> **WHAT YOU WILL DO**
Go through the records and restate them word for word, omitting images.

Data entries
↓↓↓
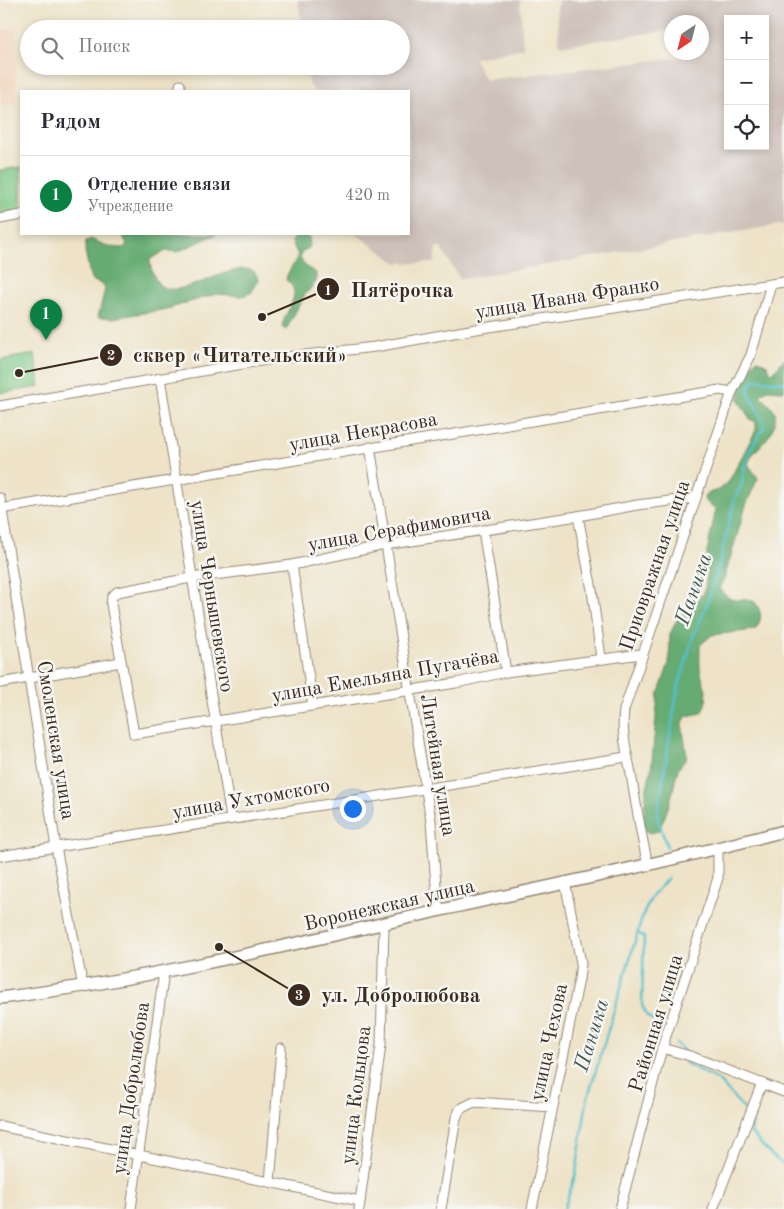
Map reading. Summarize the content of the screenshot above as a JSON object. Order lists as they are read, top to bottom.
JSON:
{
  "streets": {
    "street": [
      "улица Ивана Франко",
      "улица Некрасова",
      "улица Серафимовича",
      "Приовражная улица",
      "улица Чернышевского",
      "улица Емельяна Пугачёва",
      "Смоленская улица",
      "Литейная улица",
      "улица Ухтомского",
      "Воронежская улица",
      "Районная улица",
      "улица Чехова",
      "улица Добролюбова",
      "улица Кольцова"
    ]
  },
  "crossings": [
    ["улица Ивана Франко", "Приовражная улица"],
    ["улица Ивана Франко", "улица Чернышевского"],
    ["улица Некрасова", "Приовражная улица"],
    ["улица Некрасова", "улица Чернышевского"],
    ["улица Некрасова", "Смоленская улица"],
    ["улица Некрасова", "Литейная улица"],
    ["улица Серафимовича", "Приовражная улица"],
    ["улица Серафимовича", "улица Чернышевского"],
    ["улица Серафимовича", "улица Емельяна Пугачёва"],
    ["улица Серафимовича", "Литейная улица"],
    ["Приовражная улица", "улица Емельяна Пугачёва"],
    ["Приовражная улица", "улица Ухтомского"],
    ["Приовражная улица", "Воронежская улица"],
    ["улица Чернышевского", "улица Емельяна Пугачёва"],
    ["улица Чернышевского", "улица Ухтомского"],
    ["улица Емельяна Пугачёва", "Литейная улица"],
    ["Смоленская улица", "улица Ухтомского"],
    ["Смоленская улица", "Воронежская улица"],
    ["Литейная улица", "улица Ухтомского"],
    ["Литейная улица", "Воронежская улица"],
    ["Воронежская улица", "Районная улица"],
    ["Воронежская улица", "улица Чехова"],
    ["Воронежская улица", "улица Добролюбова"],
    ["Воронежская улица", "улица Кольцова"]
  ],
  "water": ["Паника"],
  "places": ["Пятёрочка", "сквер «Читательский»", "ул. Добролюбова"],
  "north": "bottom left",
  "page": {
    "map_buttons": ["+", "−"],
    "search": "Поиск",
    "heading": "Рядом",
    "list": [
      {
        "mark": "1",
        "name": "Отделение связи",
        "note": "Учреждение",
        "value": "420 m"
      }
    ],
    "pins": "1"
  }
}
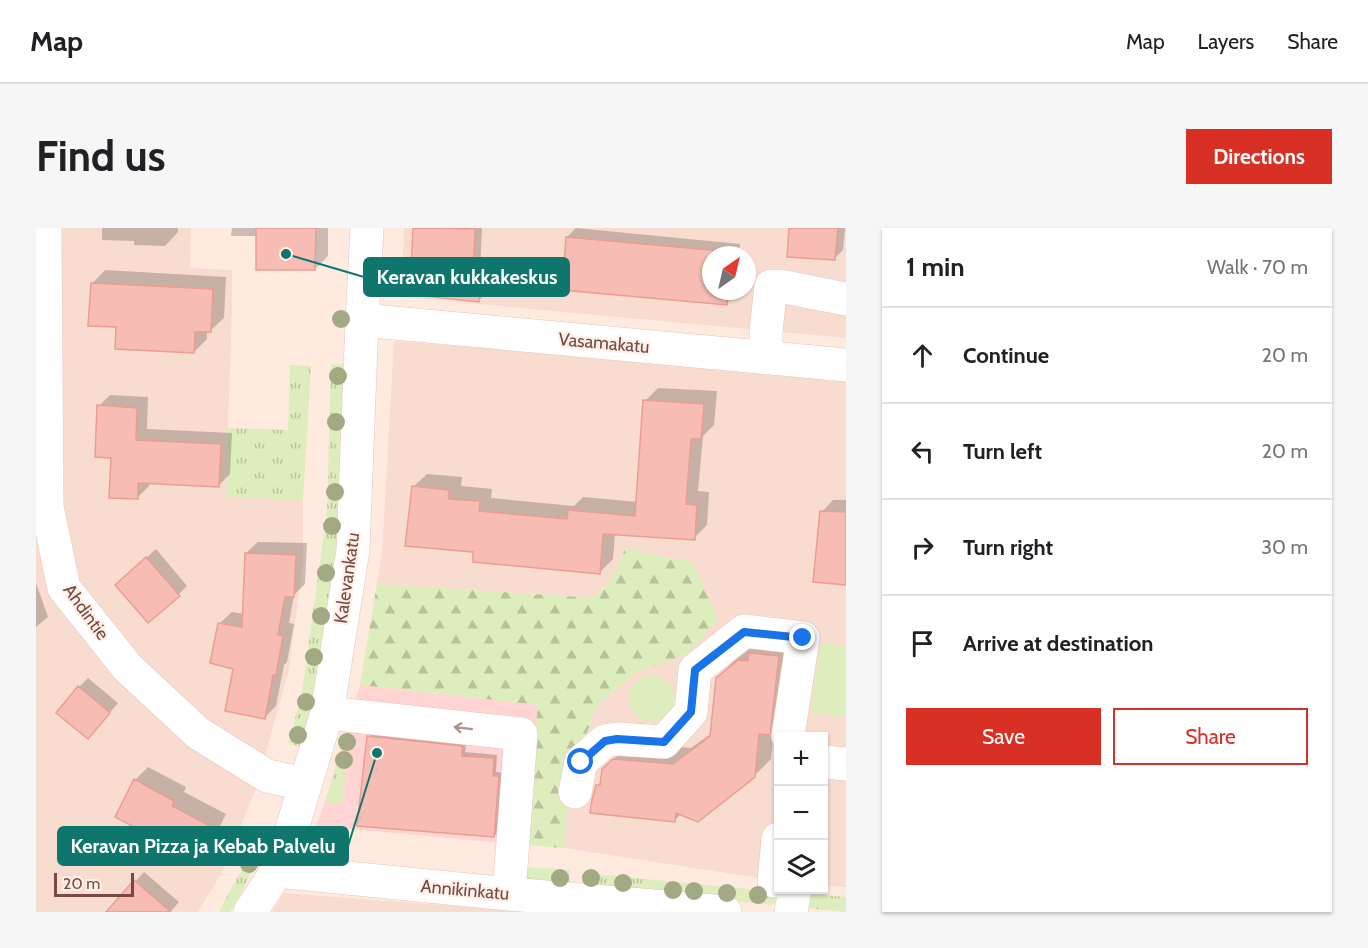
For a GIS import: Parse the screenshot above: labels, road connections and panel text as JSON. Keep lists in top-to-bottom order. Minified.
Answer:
↑↑↑
> **FINISHED TASK**
Map reading. Summarize the content of the screenshot above as a JSON object. Order lists as they are read, top to bottom.
JSON:
{
  "streets": {
    "street": [
      "улица Ивана Франко",
      "улица Некрасова",
      "улица Серафимовича",
      "Приовражная улица",
      "улица Чернышевского",
      "улица Емельяна Пугачёва",
      "Смоленская улица",
      "Литейная улица",
      "улица Ухтомского",
      "Воронежская улица",
      "Районная улица",
      "улица Чехова",
      "улица Добролюбова",
      "улица Кольцова"
    ]
  },
  "crossings": [
    ["улица Ивана Франко", "Приовражная улица"],
    ["улица Ивана Франко", "улица Чернышевского"],
    ["улица Некрасова", "Приовражная улица"],
    ["улица Некрасова", "улица Чернышевского"],
    ["улица Некрасова", "Смоленская улица"],
    ["улица Некрасова", "Литейная улица"],
    ["улица Серафимовича", "Приовражная улица"],
    ["улица Серафимовича", "улица Чернышевского"],
    ["улица Серафимовича", "улица Емельяна Пугачёва"],
    ["улица Серафимовича", "Литейная улица"],
    ["Приовражная улица", "улица Емельяна Пугачёва"],
    ["Приовражная улица", "улица Ухтомского"],
    ["Приовражная улица", "Воронежская улица"],
    ["улица Чернышевского", "улица Емельяна Пугачёва"],
    ["улица Чернышевского", "улица Ухтомского"],
    ["улица Емельяна Пугачёва", "Литейная улица"],
    ["Смоленская улица", "улица Ухтомского"],
    ["Смоленская улица", "Воронежская улица"],
    ["Литейная улица", "улица Ухтомского"],
    ["Литейная улица", "Воронежская улица"],
    ["Воронежская улица", "Районная улица"],
    ["Воронежская улица", "улица Чехова"],
    ["Воронежская улица", "улица Добролюбова"],
    ["Воронежская улица", "улица Кольцова"]
  ],
  "water": ["Паника"],
  "places": ["Пятёрочка", "сквер «Читательский»", "ул. Добролюбова"],
  "north": "bottom left",
  "page": {
    "map_buttons": ["+", "−"],
    "search": "Поиск",
    "heading": "Рядом",
    "list": [
      {
        "mark": "1",
        "name": "Отделение связи",
        "note": "Учреждение",
        "value": "420 m"
      }
    ],
    "pins": "1"
  }
}
For a GIS import: Parse the screenshot above: labels, road connections and panel text as JSON. Keep lists in top-to-bottom order. Minified.
Answer:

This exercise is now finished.